§ **Extracted data**

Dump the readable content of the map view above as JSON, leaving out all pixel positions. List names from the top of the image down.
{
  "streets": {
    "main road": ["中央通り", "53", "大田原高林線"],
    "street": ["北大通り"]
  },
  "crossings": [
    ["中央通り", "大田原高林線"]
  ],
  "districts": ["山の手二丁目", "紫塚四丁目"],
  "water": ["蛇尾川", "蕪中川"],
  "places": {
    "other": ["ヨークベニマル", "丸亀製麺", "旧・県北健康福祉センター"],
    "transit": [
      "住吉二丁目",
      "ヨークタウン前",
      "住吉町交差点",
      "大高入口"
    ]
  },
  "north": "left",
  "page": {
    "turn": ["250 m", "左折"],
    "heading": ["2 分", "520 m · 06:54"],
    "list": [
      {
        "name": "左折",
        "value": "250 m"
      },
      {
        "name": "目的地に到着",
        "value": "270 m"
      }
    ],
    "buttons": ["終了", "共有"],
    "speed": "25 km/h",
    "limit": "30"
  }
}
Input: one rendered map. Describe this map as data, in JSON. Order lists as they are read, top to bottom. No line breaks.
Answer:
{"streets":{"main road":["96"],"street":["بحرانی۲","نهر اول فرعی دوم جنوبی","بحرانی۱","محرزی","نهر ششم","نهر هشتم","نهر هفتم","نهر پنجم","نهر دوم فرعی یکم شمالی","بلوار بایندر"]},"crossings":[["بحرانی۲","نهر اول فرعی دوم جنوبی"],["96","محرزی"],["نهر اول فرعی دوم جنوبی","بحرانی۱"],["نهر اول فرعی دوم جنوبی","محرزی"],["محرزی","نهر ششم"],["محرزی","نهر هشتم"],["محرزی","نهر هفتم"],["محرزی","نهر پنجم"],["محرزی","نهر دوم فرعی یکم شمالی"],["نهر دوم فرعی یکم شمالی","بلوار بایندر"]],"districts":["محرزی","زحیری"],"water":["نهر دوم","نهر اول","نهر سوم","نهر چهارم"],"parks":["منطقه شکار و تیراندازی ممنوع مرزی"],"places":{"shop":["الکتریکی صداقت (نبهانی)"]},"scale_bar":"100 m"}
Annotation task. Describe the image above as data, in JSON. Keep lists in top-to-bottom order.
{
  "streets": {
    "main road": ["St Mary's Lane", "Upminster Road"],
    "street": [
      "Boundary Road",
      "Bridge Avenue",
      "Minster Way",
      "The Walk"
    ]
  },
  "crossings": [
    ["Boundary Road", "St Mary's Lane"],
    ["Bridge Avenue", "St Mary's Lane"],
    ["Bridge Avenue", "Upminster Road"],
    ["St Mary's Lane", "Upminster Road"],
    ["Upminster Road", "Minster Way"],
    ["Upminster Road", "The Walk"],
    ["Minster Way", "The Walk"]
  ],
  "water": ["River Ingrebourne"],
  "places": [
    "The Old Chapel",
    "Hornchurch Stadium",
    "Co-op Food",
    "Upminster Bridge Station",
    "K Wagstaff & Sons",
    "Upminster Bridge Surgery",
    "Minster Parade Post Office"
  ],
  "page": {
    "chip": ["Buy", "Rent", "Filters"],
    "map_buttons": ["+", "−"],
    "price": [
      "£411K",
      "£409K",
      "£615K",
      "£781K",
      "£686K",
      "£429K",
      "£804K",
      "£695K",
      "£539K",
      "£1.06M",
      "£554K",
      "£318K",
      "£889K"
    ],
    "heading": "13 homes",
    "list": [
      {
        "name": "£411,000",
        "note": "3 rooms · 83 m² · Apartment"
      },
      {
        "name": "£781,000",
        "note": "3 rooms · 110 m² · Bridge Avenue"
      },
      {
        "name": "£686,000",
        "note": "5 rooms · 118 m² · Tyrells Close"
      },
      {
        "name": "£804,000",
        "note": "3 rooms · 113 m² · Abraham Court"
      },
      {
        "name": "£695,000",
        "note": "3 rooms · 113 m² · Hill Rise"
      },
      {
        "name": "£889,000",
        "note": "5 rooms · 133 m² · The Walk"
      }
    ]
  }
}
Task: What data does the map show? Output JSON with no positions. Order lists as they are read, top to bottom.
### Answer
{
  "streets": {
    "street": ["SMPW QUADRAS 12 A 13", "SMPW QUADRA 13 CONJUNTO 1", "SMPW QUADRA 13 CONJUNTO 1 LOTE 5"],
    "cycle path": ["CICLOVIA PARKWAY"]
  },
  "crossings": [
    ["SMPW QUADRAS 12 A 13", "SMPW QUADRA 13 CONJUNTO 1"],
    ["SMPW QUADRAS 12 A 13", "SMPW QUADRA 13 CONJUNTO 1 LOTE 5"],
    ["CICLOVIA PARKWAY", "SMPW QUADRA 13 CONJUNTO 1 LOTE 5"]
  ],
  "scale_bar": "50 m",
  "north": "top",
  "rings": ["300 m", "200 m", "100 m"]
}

§ **Activity**
Return the number of lines in the data above that include the word "Describe", and nothing else.

§ **Written solution**
2